*** Available records Section Begins ***

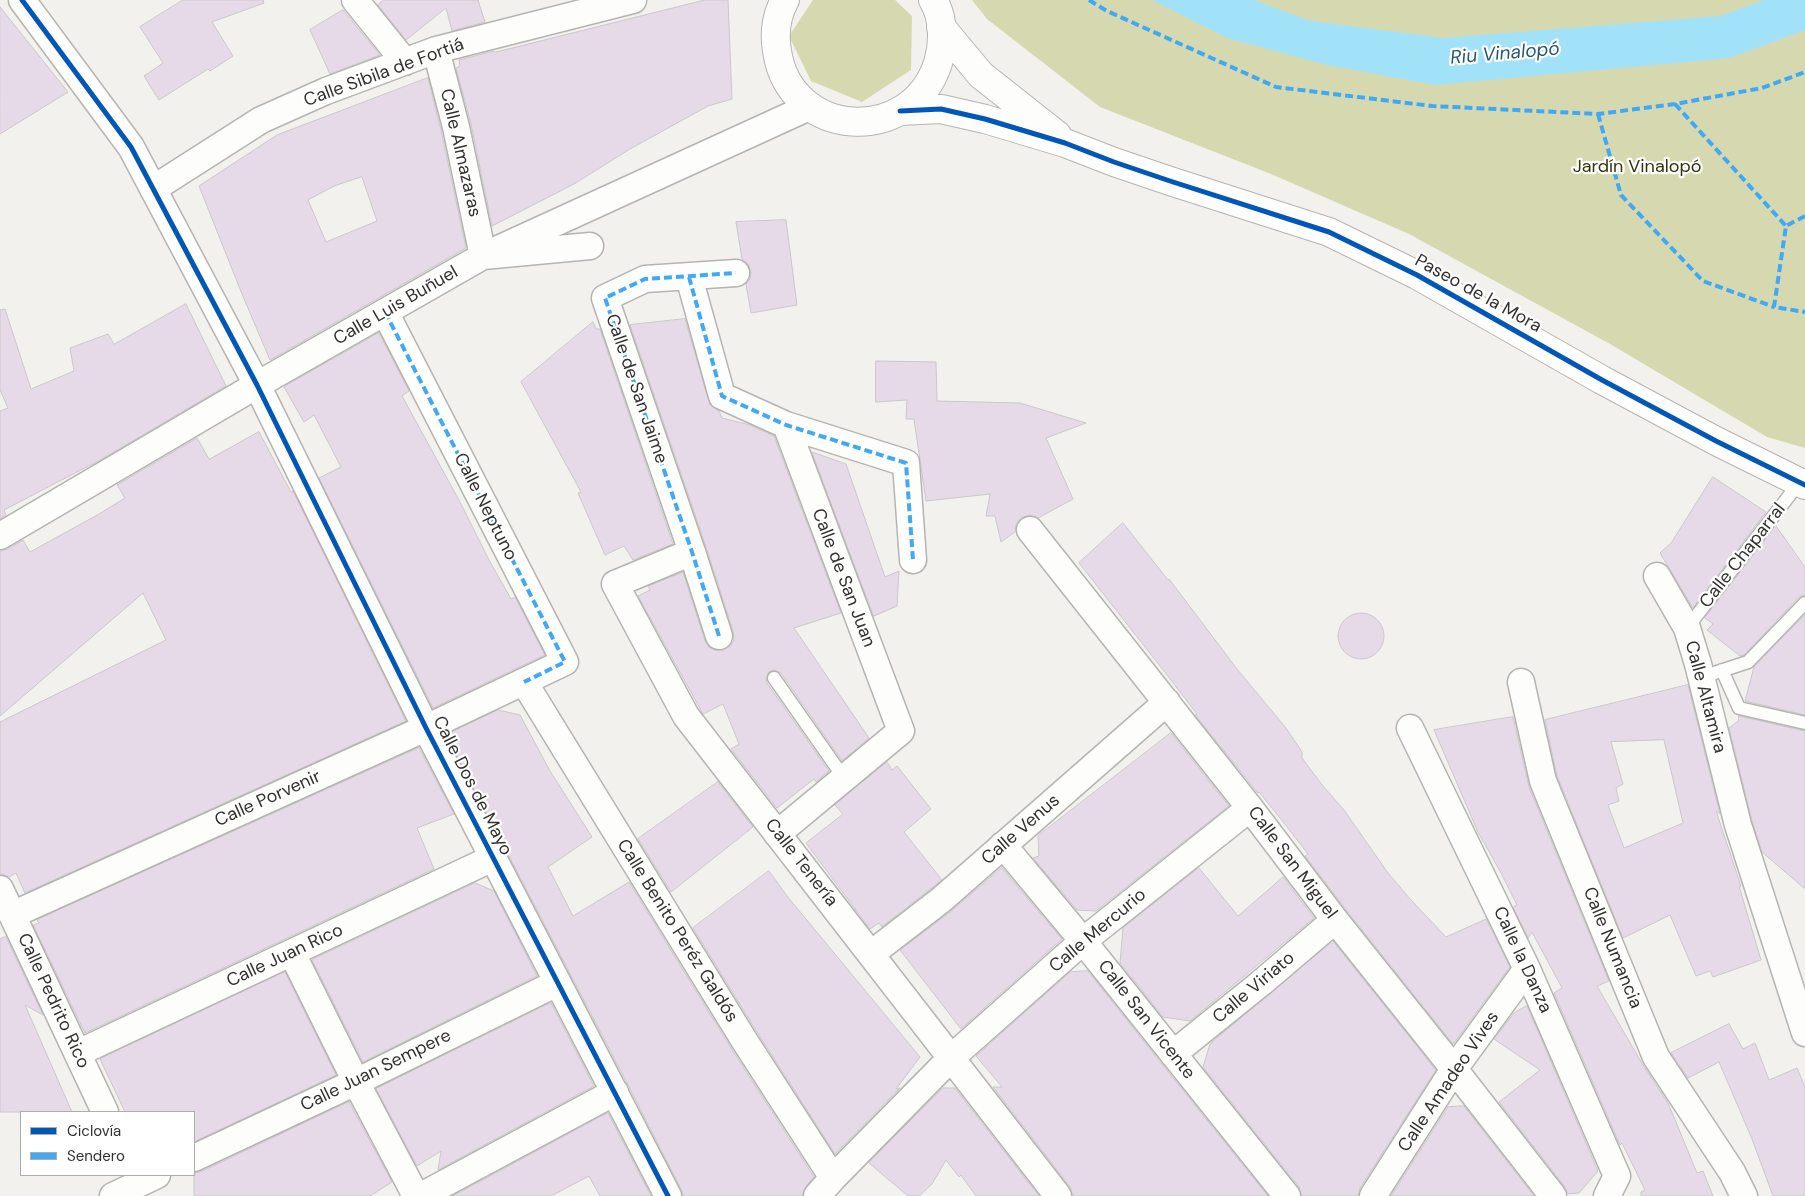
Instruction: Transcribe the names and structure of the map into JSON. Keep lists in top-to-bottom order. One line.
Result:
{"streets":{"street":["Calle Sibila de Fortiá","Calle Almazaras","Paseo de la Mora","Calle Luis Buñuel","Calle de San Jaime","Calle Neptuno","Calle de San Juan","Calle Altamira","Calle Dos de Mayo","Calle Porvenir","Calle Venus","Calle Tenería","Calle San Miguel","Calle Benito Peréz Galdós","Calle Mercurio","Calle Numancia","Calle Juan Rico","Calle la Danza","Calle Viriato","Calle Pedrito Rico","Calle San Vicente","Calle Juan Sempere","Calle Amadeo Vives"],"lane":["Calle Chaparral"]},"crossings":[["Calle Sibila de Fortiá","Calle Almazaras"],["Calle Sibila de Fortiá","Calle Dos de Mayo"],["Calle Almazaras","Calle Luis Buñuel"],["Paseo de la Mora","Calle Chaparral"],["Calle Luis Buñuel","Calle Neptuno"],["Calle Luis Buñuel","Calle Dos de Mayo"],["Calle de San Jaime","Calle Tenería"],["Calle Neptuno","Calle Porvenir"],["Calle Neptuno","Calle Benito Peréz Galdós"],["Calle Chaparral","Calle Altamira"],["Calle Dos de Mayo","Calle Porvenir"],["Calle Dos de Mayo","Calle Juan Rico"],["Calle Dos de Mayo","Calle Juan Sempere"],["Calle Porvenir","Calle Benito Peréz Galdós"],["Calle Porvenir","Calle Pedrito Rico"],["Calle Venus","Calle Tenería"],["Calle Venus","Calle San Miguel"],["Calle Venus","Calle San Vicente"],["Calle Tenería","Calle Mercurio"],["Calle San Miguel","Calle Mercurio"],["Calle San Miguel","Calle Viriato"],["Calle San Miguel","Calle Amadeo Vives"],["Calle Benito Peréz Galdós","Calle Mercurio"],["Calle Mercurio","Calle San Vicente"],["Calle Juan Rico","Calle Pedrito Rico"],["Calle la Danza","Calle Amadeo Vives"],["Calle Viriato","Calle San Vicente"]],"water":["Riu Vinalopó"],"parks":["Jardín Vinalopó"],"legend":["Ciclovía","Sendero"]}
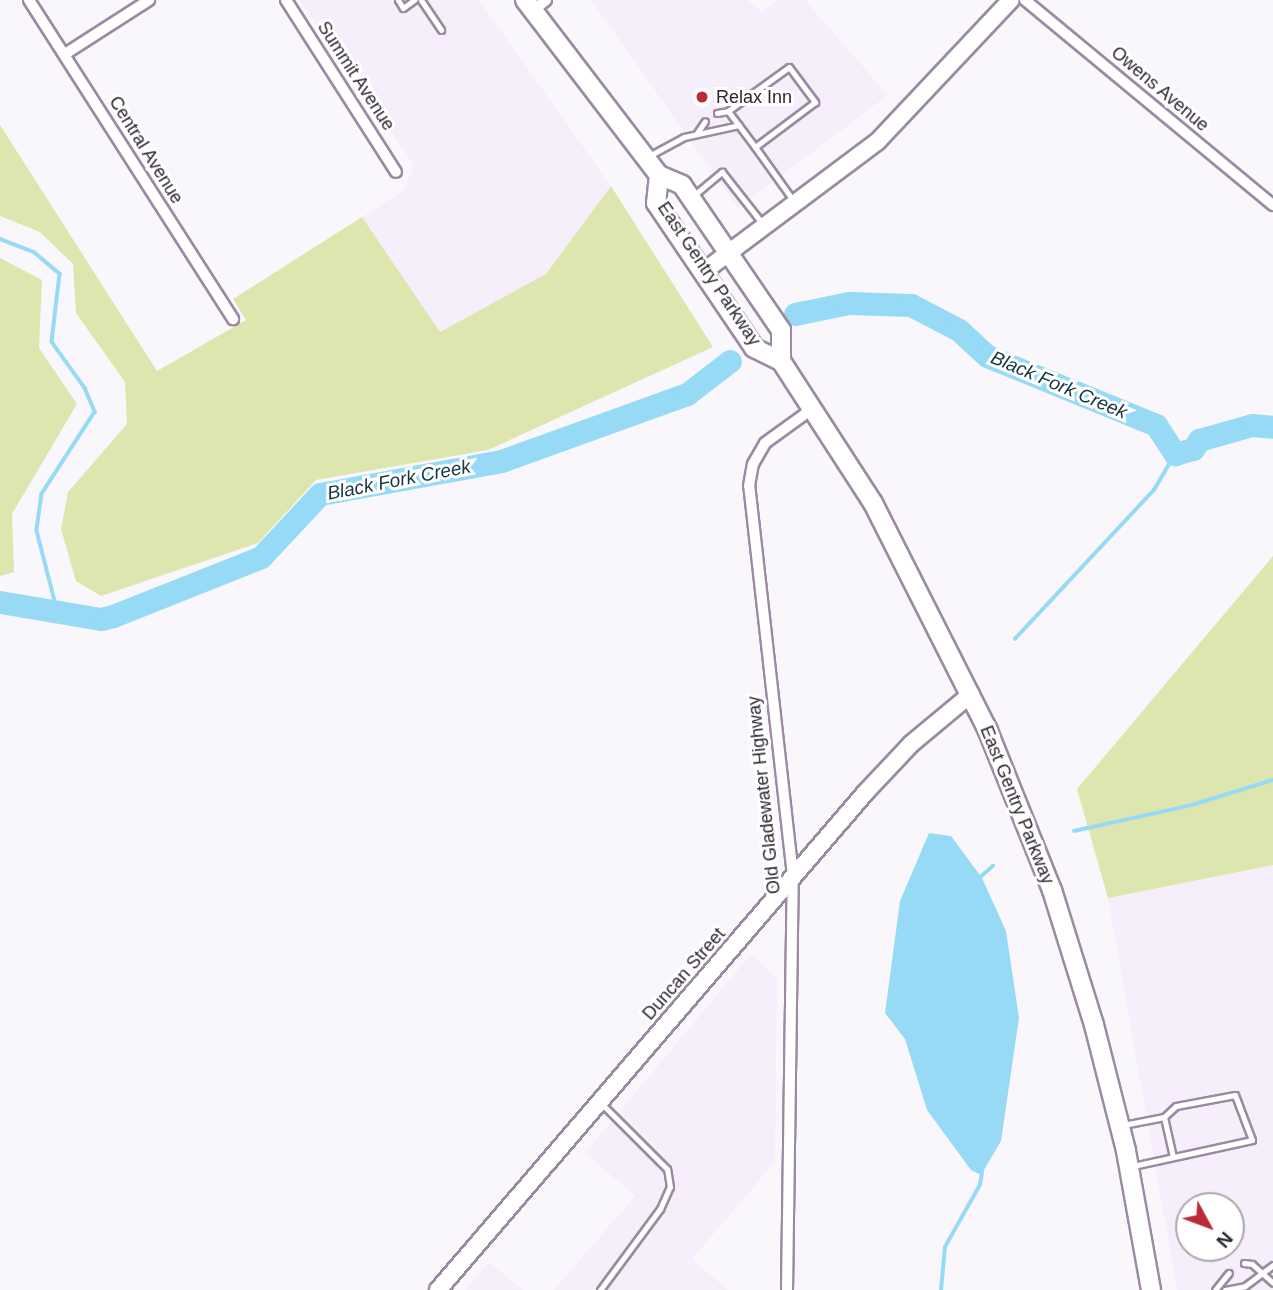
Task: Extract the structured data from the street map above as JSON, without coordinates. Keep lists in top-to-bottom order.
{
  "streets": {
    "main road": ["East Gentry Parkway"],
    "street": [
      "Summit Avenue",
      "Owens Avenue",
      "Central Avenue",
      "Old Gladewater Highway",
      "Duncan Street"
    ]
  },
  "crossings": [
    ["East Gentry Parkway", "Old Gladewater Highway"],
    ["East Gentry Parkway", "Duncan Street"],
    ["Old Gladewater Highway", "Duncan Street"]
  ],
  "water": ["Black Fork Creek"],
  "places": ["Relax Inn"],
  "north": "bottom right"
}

*** Available records Section Ends ***

Exercise aim: Images are to be excluded, and each record above written out word for word.

Reply:
Instruction: Transcribe the names and structure of the map into JSON. Keep lists in top-to-bottom order. One line.
Result:
{"streets":{"street":["Calle Sibila de Fortiá","Calle Almazaras","Paseo de la Mora","Calle Luis Buñuel","Calle de San Jaime","Calle Neptuno","Calle de San Juan","Calle Altamira","Calle Dos de Mayo","Calle Porvenir","Calle Venus","Calle Tenería","Calle San Miguel","Calle Benito Peréz Galdós","Calle Mercurio","Calle Numancia","Calle Juan Rico","Calle la Danza","Calle Viriato","Calle Pedrito Rico","Calle San Vicente","Calle Juan Sempere","Calle Amadeo Vives"],"lane":["Calle Chaparral"]},"crossings":[["Calle Sibila de Fortiá","Calle Almazaras"],["Calle Sibila de Fortiá","Calle Dos de Mayo"],["Calle Almazaras","Calle Luis Buñuel"],["Paseo de la Mora","Calle Chaparral"],["Calle Luis Buñuel","Calle Neptuno"],["Calle Luis Buñuel","Calle Dos de Mayo"],["Calle de San Jaime","Calle Tenería"],["Calle Neptuno","Calle Porvenir"],["Calle Neptuno","Calle Benito Peréz Galdós"],["Calle Chaparral","Calle Altamira"],["Calle Dos de Mayo","Calle Porvenir"],["Calle Dos de Mayo","Calle Juan Rico"],["Calle Dos de Mayo","Calle Juan Sempere"],["Calle Porvenir","Calle Benito Peréz Galdós"],["Calle Porvenir","Calle Pedrito Rico"],["Calle Venus","Calle Tenería"],["Calle Venus","Calle San Miguel"],["Calle Venus","Calle San Vicente"],["Calle Tenería","Calle Mercurio"],["Calle San Miguel","Calle Mercurio"],["Calle San Miguel","Calle Viriato"],["Calle San Miguel","Calle Amadeo Vives"],["Calle Benito Peréz Galdós","Calle Mercurio"],["Calle Mercurio","Calle San Vicente"],["Calle Juan Rico","Calle Pedrito Rico"],["Calle la Danza","Calle Amadeo Vives"],["Calle Viriato","Calle San Vicente"]],"water":["Riu Vinalopó"],"parks":["Jardín Vinalopó"],"legend":["Ciclovía","Sendero"]}
Task: Extract the structured data from the street map above as JSON, without coordinates. Keep lists in top-to-bottom order.
{
  "streets": {
    "main road": ["East Gentry Parkway"],
    "street": [
      "Summit Avenue",
      "Owens Avenue",
      "Central Avenue",
      "Old Gladewater Highway",
      "Duncan Street"
    ]
  },
  "crossings": [
    ["East Gentry Parkway", "Old Gladewater Highway"],
    ["East Gentry Parkway", "Duncan Street"],
    ["Old Gladewater Highway", "Duncan Street"]
  ],
  "water": ["Black Fork Creek"],
  "places": ["Relax Inn"],
  "north": "bottom right"
}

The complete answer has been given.